Das Börsenjahr 2020 stellt für den Investor eine Herausforderung dar, wie man sie nur alle zehn bis zwanzig Jahre erlebt. Dabei wurde nach dem „Corona-Crash“ im Februar und März deutlich, dass massiv unter Druck stehende Aktienmärkte kurzfristig ein großes Problem, mittel- und langfristig allerdings eine nicht minder große Chance bedeuten. Aber:

Es ist wichtig, wenn nicht sogar entscheidend, beim Einstieg in einem riskanten Umfeld noch genauer hinzusehen, wo man sein Geld einsetzt. Kleine Unternehmen sind in einer kritischen Phase weitaus mehr gefährdet. Das zeigte sich auch diesmal, denn es waren vor allem die Aktien der großen, robusten Unternehmen … vor allem aus dem Technologiesektor … die den Kurseinbruch zügig wieder aufgeholt haben. Doch es ist nie die Größe allein, die darüber entscheidet, wer sich in einer Krise am besten schlagen wird. Welche Unternehmen am Ende heil, womöglich sogar gestärkt aus der Situation hervorgehen, ist nie im Voraus klar einzugrenzen. Was tun?

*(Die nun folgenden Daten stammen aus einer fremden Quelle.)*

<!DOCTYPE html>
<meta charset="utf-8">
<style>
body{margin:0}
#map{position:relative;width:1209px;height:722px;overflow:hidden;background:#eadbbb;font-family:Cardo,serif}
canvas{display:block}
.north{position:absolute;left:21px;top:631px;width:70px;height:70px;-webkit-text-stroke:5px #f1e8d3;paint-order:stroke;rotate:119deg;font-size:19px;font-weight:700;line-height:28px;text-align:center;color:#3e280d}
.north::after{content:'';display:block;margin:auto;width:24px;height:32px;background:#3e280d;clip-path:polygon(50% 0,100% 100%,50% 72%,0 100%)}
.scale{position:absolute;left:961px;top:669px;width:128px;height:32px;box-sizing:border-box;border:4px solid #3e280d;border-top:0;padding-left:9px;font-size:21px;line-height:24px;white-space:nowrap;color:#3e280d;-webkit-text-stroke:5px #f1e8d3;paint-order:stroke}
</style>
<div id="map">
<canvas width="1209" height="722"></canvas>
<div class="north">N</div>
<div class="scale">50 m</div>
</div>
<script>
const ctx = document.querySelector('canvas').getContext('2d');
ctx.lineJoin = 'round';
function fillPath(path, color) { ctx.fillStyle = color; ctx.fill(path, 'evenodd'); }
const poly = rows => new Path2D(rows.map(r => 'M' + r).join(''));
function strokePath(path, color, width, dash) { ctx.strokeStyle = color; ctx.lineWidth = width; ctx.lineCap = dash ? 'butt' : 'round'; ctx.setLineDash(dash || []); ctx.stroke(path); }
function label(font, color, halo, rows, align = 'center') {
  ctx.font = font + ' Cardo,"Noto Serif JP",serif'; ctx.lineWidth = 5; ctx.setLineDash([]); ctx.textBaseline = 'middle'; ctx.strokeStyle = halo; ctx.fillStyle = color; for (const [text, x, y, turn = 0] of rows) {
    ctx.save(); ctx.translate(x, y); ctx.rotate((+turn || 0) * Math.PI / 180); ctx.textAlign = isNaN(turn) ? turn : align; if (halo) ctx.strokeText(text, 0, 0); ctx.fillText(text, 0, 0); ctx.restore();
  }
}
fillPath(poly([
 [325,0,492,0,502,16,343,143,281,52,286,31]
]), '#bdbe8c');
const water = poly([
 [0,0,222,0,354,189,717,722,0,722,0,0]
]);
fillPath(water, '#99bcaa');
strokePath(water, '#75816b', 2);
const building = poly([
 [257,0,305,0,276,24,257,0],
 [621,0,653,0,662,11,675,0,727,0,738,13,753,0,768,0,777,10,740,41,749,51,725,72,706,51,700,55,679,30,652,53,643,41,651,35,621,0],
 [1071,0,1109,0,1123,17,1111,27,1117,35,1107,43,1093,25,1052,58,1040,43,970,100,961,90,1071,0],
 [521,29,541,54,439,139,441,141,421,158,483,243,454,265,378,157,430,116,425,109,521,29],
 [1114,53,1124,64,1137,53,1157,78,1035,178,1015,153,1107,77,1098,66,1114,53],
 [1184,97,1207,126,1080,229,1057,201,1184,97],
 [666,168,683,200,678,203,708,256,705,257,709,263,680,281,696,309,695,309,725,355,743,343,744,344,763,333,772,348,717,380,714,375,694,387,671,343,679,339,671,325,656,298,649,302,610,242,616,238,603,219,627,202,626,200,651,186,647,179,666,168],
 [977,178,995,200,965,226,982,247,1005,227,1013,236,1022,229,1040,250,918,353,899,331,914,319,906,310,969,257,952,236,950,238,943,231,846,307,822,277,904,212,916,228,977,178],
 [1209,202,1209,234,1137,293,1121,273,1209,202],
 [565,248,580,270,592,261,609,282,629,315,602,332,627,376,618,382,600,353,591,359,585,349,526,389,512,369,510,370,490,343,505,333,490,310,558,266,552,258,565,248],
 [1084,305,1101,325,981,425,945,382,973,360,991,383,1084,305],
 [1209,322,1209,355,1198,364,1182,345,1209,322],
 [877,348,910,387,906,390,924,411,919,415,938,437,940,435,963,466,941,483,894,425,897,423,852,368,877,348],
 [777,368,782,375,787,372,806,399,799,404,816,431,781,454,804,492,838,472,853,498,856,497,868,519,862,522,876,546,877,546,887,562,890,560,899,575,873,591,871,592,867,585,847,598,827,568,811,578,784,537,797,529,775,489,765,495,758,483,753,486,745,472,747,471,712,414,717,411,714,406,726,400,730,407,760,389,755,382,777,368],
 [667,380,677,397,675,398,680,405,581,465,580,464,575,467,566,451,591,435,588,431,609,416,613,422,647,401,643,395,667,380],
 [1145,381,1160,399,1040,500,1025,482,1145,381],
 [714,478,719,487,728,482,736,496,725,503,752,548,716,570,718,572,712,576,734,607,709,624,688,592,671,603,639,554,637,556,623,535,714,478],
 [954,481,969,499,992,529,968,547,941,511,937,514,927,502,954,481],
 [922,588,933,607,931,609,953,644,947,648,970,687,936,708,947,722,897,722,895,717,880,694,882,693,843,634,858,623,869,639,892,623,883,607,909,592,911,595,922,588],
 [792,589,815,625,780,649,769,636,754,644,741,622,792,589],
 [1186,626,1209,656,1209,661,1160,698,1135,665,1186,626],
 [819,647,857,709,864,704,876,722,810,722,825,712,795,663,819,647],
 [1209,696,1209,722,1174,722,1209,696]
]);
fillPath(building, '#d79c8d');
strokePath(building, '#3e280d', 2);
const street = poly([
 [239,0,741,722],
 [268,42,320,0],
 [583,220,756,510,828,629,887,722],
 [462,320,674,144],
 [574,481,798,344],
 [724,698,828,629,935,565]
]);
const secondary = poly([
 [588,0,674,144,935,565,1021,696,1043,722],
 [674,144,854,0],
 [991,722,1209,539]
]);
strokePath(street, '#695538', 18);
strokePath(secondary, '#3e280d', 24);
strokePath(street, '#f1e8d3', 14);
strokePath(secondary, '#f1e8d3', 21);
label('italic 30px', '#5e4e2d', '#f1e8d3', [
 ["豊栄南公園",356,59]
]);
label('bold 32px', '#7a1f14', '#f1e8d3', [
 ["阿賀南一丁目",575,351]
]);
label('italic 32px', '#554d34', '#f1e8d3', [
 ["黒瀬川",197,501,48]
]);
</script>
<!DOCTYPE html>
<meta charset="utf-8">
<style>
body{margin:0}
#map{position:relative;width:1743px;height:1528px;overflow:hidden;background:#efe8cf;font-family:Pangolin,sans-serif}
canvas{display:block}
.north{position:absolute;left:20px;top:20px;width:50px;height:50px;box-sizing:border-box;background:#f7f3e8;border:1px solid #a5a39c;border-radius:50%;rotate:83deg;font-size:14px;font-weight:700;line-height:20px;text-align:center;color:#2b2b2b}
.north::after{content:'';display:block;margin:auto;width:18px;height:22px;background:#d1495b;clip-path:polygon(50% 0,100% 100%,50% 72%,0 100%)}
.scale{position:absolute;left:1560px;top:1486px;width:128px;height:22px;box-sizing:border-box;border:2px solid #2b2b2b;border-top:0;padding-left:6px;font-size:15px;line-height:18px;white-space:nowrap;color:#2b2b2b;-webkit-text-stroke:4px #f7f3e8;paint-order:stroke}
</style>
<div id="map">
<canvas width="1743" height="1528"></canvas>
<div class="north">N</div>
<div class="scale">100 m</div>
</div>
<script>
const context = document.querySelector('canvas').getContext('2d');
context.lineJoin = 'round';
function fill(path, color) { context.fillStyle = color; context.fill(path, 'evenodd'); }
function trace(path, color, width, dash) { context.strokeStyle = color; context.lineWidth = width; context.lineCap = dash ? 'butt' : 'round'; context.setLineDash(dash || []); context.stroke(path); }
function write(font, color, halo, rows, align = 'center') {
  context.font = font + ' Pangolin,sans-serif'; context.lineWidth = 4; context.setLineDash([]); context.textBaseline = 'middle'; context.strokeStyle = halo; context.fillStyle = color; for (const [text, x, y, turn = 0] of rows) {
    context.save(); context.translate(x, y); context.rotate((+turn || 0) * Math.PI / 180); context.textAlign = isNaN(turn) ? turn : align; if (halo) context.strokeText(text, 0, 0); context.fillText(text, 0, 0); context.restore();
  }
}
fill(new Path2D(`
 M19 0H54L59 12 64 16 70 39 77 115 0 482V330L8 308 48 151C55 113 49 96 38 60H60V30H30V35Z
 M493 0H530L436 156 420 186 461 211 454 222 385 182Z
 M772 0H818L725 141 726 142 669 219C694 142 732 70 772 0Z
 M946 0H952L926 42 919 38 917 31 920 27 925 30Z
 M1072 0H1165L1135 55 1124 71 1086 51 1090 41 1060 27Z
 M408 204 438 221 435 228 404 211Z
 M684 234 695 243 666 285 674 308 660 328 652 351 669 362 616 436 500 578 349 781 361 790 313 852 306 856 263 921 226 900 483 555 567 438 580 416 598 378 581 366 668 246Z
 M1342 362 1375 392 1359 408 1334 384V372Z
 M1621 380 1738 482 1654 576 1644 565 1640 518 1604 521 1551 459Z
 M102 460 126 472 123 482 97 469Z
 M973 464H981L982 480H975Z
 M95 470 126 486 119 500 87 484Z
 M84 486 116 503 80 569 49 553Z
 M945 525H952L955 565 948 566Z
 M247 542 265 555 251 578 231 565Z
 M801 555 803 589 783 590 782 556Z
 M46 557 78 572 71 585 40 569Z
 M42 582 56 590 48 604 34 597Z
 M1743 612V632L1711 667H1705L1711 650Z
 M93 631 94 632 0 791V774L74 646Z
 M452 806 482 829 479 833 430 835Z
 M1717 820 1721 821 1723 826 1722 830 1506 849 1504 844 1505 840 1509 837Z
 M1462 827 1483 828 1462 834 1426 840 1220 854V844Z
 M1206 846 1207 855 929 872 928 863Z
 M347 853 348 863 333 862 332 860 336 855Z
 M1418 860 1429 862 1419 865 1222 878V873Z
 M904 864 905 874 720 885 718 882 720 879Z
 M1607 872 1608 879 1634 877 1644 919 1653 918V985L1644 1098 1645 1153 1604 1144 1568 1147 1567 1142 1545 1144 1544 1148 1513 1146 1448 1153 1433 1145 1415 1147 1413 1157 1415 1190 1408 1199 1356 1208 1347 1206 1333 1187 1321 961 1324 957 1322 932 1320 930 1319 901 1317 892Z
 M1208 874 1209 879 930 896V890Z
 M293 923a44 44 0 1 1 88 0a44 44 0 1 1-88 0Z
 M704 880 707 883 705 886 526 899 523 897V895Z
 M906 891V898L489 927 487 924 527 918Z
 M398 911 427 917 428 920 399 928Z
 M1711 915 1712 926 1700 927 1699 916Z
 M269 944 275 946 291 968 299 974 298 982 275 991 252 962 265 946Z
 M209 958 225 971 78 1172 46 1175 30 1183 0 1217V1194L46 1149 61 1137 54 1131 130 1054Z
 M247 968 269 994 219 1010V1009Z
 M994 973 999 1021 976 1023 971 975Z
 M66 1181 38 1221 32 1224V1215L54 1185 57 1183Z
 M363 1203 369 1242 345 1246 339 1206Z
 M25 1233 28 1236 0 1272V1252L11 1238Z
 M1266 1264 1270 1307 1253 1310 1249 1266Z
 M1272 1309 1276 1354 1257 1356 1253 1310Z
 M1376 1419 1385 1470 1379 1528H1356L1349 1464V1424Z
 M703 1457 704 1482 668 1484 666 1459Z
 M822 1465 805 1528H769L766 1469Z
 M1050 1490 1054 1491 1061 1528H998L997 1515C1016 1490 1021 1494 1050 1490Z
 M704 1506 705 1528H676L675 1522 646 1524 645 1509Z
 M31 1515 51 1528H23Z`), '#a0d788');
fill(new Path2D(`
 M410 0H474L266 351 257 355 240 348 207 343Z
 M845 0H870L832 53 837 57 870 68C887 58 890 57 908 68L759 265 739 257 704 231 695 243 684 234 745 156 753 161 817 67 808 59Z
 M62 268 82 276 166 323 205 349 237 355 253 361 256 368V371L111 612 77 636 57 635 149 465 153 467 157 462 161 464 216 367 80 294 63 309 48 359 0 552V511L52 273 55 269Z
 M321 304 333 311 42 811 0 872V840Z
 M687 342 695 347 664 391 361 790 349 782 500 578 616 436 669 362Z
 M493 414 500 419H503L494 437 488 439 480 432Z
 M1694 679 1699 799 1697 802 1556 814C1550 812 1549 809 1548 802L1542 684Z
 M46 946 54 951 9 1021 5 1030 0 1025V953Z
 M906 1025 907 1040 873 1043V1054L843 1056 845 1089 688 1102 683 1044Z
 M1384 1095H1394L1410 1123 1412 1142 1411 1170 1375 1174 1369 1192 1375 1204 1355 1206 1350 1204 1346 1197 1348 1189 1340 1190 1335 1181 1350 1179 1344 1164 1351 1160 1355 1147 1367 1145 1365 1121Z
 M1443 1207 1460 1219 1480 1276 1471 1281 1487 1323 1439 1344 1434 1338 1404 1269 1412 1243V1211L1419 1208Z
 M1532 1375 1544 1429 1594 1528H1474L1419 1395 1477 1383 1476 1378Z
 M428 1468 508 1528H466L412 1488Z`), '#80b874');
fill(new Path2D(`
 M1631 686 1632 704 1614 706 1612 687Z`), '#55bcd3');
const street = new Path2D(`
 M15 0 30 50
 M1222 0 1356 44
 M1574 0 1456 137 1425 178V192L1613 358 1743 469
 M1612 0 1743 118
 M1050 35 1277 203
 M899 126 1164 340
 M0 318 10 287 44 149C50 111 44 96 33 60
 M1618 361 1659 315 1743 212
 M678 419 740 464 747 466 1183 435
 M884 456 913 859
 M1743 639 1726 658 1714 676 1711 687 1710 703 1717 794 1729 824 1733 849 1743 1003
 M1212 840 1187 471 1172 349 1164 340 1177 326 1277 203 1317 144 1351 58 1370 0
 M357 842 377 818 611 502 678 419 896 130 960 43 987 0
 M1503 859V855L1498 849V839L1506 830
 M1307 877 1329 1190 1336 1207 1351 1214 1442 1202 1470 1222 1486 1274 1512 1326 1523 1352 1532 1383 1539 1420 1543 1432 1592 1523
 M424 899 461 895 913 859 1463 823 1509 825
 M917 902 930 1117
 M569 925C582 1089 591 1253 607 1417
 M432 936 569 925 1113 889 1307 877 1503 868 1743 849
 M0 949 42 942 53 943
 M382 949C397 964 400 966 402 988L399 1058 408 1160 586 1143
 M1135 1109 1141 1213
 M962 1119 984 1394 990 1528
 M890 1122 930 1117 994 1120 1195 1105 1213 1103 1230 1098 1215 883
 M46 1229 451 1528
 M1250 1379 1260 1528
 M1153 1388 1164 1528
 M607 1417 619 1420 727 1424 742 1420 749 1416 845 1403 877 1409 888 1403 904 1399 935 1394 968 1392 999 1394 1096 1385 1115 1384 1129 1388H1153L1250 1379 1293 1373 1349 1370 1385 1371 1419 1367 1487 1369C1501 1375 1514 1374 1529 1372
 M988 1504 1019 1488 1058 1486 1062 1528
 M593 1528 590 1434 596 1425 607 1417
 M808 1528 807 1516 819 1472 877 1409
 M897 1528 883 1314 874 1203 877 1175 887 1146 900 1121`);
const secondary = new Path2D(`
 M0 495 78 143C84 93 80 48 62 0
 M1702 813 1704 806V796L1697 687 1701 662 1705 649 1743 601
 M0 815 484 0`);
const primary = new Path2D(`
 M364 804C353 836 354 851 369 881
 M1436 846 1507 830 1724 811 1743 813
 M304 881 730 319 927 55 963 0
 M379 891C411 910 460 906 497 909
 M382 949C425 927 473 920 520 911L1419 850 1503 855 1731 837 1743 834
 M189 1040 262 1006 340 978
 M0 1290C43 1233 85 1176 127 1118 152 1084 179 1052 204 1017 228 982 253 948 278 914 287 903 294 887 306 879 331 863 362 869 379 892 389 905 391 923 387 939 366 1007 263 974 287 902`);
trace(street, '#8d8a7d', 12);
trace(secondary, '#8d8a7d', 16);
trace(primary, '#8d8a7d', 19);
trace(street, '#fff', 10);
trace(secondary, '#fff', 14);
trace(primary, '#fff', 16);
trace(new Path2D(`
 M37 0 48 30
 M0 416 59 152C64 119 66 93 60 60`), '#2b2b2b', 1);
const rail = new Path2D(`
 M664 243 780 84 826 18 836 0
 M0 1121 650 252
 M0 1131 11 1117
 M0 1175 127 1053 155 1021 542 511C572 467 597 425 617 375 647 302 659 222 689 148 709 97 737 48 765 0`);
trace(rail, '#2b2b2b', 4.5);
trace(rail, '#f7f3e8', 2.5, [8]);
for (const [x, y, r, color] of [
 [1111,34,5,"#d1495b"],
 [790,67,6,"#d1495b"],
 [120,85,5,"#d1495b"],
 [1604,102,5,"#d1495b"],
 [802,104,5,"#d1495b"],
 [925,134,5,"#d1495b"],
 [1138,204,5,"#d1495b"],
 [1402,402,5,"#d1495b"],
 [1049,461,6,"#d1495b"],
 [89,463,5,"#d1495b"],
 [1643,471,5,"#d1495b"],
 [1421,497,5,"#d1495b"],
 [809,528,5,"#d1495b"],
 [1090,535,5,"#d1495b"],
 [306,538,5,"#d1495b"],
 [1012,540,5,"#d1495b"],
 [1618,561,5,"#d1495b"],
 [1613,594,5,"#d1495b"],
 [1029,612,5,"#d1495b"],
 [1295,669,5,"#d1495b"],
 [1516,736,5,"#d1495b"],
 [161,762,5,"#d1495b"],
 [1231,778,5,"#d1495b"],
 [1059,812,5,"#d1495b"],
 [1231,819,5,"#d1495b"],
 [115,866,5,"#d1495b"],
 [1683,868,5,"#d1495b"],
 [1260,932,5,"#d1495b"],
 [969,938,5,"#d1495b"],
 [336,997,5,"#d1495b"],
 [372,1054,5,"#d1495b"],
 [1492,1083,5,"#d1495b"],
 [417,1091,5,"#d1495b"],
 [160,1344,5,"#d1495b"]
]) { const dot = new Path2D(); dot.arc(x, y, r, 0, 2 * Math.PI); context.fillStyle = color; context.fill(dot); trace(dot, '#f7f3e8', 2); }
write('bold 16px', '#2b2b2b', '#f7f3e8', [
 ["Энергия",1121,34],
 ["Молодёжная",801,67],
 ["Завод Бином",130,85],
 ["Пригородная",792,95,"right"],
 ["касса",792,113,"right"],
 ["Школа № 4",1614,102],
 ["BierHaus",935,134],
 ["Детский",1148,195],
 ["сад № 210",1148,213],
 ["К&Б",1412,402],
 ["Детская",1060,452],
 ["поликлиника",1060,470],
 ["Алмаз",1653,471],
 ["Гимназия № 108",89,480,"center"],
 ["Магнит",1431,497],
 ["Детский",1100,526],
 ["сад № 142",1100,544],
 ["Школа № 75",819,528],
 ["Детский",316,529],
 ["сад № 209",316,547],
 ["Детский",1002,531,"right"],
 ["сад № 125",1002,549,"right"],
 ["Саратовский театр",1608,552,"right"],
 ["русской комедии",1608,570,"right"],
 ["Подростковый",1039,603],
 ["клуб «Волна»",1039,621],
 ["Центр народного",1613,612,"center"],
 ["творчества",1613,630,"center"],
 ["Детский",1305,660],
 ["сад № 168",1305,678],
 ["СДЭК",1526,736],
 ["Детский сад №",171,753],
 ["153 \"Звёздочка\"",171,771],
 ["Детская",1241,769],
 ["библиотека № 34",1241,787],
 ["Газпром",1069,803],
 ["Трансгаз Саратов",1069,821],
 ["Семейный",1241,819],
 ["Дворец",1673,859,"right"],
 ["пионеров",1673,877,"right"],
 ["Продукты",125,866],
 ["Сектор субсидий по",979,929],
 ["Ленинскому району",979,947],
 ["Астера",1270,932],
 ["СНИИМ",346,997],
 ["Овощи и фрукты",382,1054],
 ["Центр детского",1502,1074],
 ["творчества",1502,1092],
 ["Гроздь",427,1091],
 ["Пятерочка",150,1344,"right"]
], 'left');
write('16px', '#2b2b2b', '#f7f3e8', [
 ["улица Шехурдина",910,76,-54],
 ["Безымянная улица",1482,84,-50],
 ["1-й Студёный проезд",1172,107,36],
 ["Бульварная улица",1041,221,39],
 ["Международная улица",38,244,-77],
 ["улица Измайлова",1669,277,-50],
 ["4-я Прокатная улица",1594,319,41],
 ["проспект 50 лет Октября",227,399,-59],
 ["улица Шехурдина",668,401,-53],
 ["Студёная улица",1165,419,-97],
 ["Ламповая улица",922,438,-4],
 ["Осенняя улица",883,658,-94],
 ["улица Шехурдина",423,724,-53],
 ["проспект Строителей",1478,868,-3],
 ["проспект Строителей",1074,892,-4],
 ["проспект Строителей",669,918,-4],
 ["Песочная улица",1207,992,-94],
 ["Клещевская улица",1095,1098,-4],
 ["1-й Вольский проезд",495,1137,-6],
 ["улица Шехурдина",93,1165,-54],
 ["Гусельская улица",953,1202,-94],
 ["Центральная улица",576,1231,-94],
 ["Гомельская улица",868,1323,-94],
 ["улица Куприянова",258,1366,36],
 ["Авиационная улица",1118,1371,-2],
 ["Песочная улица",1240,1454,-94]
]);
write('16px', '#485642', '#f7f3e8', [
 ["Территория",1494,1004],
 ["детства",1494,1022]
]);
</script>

Es bietet sich an das zu tun, was man hinsichtlich des langfristigen Fundaments eines Depots ohnehin immer erwägen sollte: Man sollte sich auf die stärksten Unternehmen weltweit konzentrieren und diese Investments so breit wie möglich diversifizieren, sprich„streuen“. Konkret hieße das, sich auf die sogenannten „Blue Chips“ zu stützen und das auf einer Ebene, die sicherstellt, dass man dabei auf breiten Füßen steht, was sich mit ETFs auf diese Gruppe von Aktien ideal bewerkstelligen lässt.

Lohnt es sich in Bluechips mit ETFs zu investieren?

Manche Anleger sehen Blue Chips als nicht lohnenswert an und meiden sie. Ihr Argument: Diese Unternehmen sind zu groß, um spannend zu sein. Sie seien zu statisch, würden zu langsam wachsen. Das ist zwar nicht falsch, aber das ist nur die eine Seite der Medaille.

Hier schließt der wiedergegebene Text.